Contrast collar shirts are a throwback to a century ago, when men’s dress shirts came with detachable collars. Since men were usually squeezed into a vest and high-buttoning jacket for propriety’s sake, the collar was the most visible part of the shirt. With a detachable collar, the young man climbing the ladder could get by with one or two shirts a week, but still have a fresh and clean collar visible.
While certain old-fashioned gentlemen continued to wear detachable collars into the 1930s, in their place at that point were what we now call contrast collar shirts.
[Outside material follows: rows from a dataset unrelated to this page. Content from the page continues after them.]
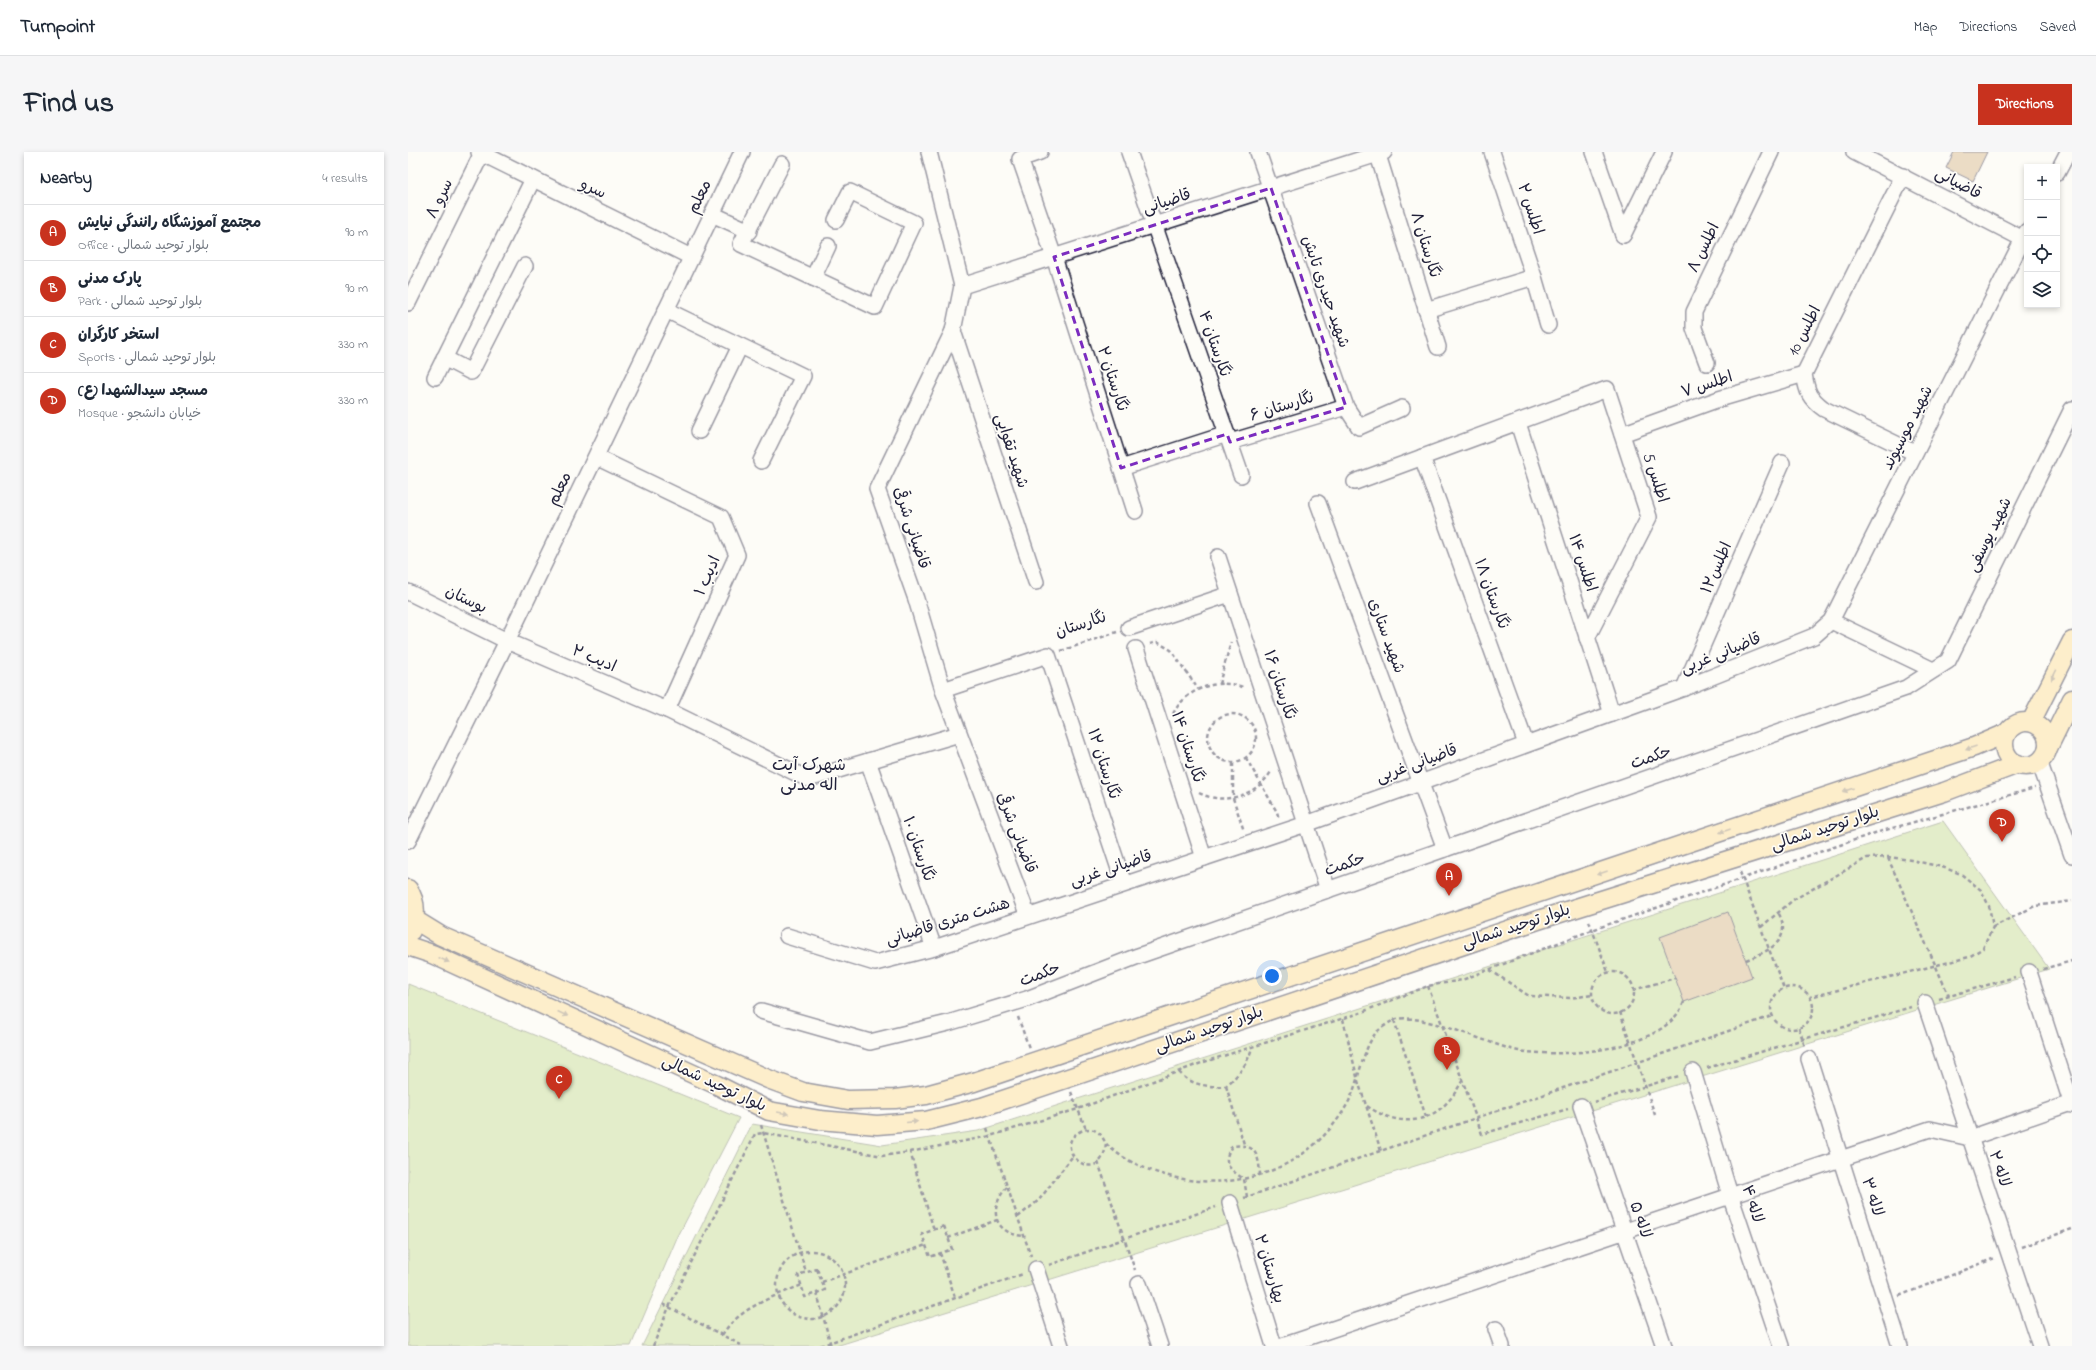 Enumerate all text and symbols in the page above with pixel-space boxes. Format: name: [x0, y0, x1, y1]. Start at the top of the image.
text: Turnpoint: [20, 14, 95, 41]
text: Map: [1914, 17, 1937, 38]
text: Directions: [1959, 17, 2017, 38]
text: Saved: [2039, 17, 2076, 38]
text: Find us: [24, 84, 114, 125]
button: Directions: [1978, 84, 2072, 125]
street label: قاضیانی: [1930, 162, 1986, 206]
map controls: [2024, 164, 2060, 308]
button: +: [2024, 164, 2060, 200]
text: Nearby: [40, 166, 92, 191]
text: 4 results: [322, 169, 368, 188]
street label: سرو: [575, 172, 610, 206]
street label: سرو ۸: [420, 175, 460, 223]
street label: معلم: [682, 176, 718, 218]
street label: اطلس ۲: [1510, 180, 1550, 238]
street label: قاضیانی: [1140, 183, 1194, 221]
button: −: [2024, 200, 2060, 236]
street label: نگارستان ۸: [1404, 209, 1446, 281]
text: مجتمع آموزشگاه رانندگی نیایش: [78, 212, 261, 234]
street label: اطلس ۸: [1682, 219, 1726, 277]
text: A: [49, 223, 57, 242]
text: 90 m: [345, 223, 368, 242]
street label: شهید حیدری تابش: [1295, 233, 1355, 351]
text: Office · بلوار توحید شمالی: [78, 236, 209, 255]
button: locate: [2024, 236, 2060, 272]
text: پارک مدنی: [78, 268, 141, 290]
button: layers: [2024, 272, 2060, 308]
text: B: [49, 279, 57, 298]
text: 90 m: [345, 279, 368, 298]
text: Park · بلوار توحید شمالی: [78, 292, 202, 311]
street label: اطلس 10: [1782, 302, 1828, 360]
street label: نگارستان ۴: [1192, 308, 1236, 380]
text: استخر کارگران: [78, 324, 159, 346]
text: C: [49, 335, 57, 354]
text: 330 m: [338, 335, 368, 354]
street label: نگارستان ۲: [1090, 343, 1134, 415]
text: Sports · بلوار توحید شمالی: [78, 348, 216, 367]
street label: اطلس ۷: [1678, 365, 1736, 405]
text: مسجد سیدالشهدا (ع): [78, 380, 208, 402]
street label: شهید موسیوند: [1876, 381, 1940, 475]
street label: نگارستان ۶: [1247, 386, 1317, 428]
text: D: [48, 391, 58, 410]
text: 330 m: [338, 391, 368, 410]
text: Mosque · خیابان دانشجو: [78, 404, 201, 423]
street label: شهید تقوایی: [988, 411, 1034, 491]
street label: اطلس 5: [1636, 450, 1674, 506]
street label: معلم: [542, 468, 578, 510]
street label: قاضیانی شرقی: [886, 484, 936, 572]
street label: شهید یوسفی: [1961, 493, 2019, 577]
street label: اطلس ۱۴: [1561, 531, 1603, 595]
street label: اطلس۱۲: [1695, 538, 1739, 598]
street label: ادیب ۱: [689, 552, 727, 600]
street label: نگارستان ۱۸: [1467, 555, 1515, 633]
street label: بوستان: [441, 580, 491, 620]
street label: شهید ستاری: [1361, 595, 1411, 677]
street label: نگارستان: [1052, 605, 1110, 645]
street label: قاضیانی غربی: [1677, 627, 1765, 681]
street label: ادیب ۲: [568, 639, 620, 679]
street label: نگارستان ۱۶: [1256, 647, 1302, 723]
one-way arrow: [2051, 670, 2057, 681]
street label: نگارستان ۱۴: [1164, 708, 1210, 786]
street label: نگارستان ۱۲: [1080, 726, 1126, 802]
street label: قاضیانی غربی: [1373, 738, 1461, 790]
street label: حکمت: [1627, 740, 1675, 776]
one-way arrow: [1965, 745, 1977, 751]
district label: شهرک آیت اله مدنی: [772, 753, 846, 798]
one-way arrow: [1842, 787, 1854, 793]
street label: قاضیانی شرقی: [990, 789, 1042, 877]
street label: بلوار توحید شمالی: [1768, 800, 1882, 858]
pin: D: [1989, 809, 2015, 842]
street label: نگارستان ۱۰: [896, 813, 940, 885]
one-way arrow: [1719, 828, 1731, 834]
street label: قاضیانی غربی: [1067, 844, 1155, 894]
street label: حکمت: [1321, 847, 1369, 883]
pin: A: [1436, 863, 1462, 896]
one-way arrow: [1595, 870, 1607, 876]
street label: هشت متری قاضیانی: [883, 892, 1013, 952]
street label: بلوار توحید شمالی: [1459, 898, 1573, 956]
one-way arrow: [439, 957, 450, 963]
street label: حکمت: [1016, 957, 1064, 993]
your location: [1262, 966, 1282, 986]
street label: بلوار توحید شمالی: [1152, 1000, 1266, 1060]
one-way arrow: [557, 1011, 568, 1017]
pin: B: [1434, 1037, 1460, 1070]
street label: بلوار توحید شمالی: [658, 1049, 770, 1119]
pin: C: [546, 1066, 572, 1099]
one-way arrow: [777, 1111, 789, 1117]
one-way arrow: [906, 1118, 918, 1125]
street label: لاله ۲: [1982, 1147, 2016, 1191]
street label: لاله ۳: [1854, 1174, 1890, 1220]
street label: لاله ۴: [1735, 1182, 1769, 1226]
street label: لاله ۵: [1623, 1198, 1657, 1242]
street label: بهارستان ۲: [1247, 1232, 1291, 1306]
As was the case 100 years before, the collar (and almost always the cuff) is white, while the shirt can be colored or patterned.
While contrast-collar shirts never went away, they made a brief comeback in the late ‘80s thanks to the movie “Wall Street,” where Gordon Gekko wears them as part of his power look. They’re definitely more formal and elegant, and should be accessorized accordingly: suit instead of sportcoat, lace-ups instead of loafers, and if you really want to go all the way, braces instead of a belt. These shirts also look best with matching white French cuffs.
You’ll be amazed how these shirts — especially if you find one with a rounded club collar, or add a collar pin — completely change the look of even your oldest and simplest suit. Suddenly you’re somewhere between an Old Hollywood screen idol and Master of the Universe.
Forego the tie, however, and the look is rather louche. The image of a contrast collar shirt and no tie conjures up chest hair, a gold necklace, and Hef partying with bunnies in a ‘70s nightclub. On the other hand, a contrast collar in black or blue, worn with a tie, is classic style with a twist, our favorite combination.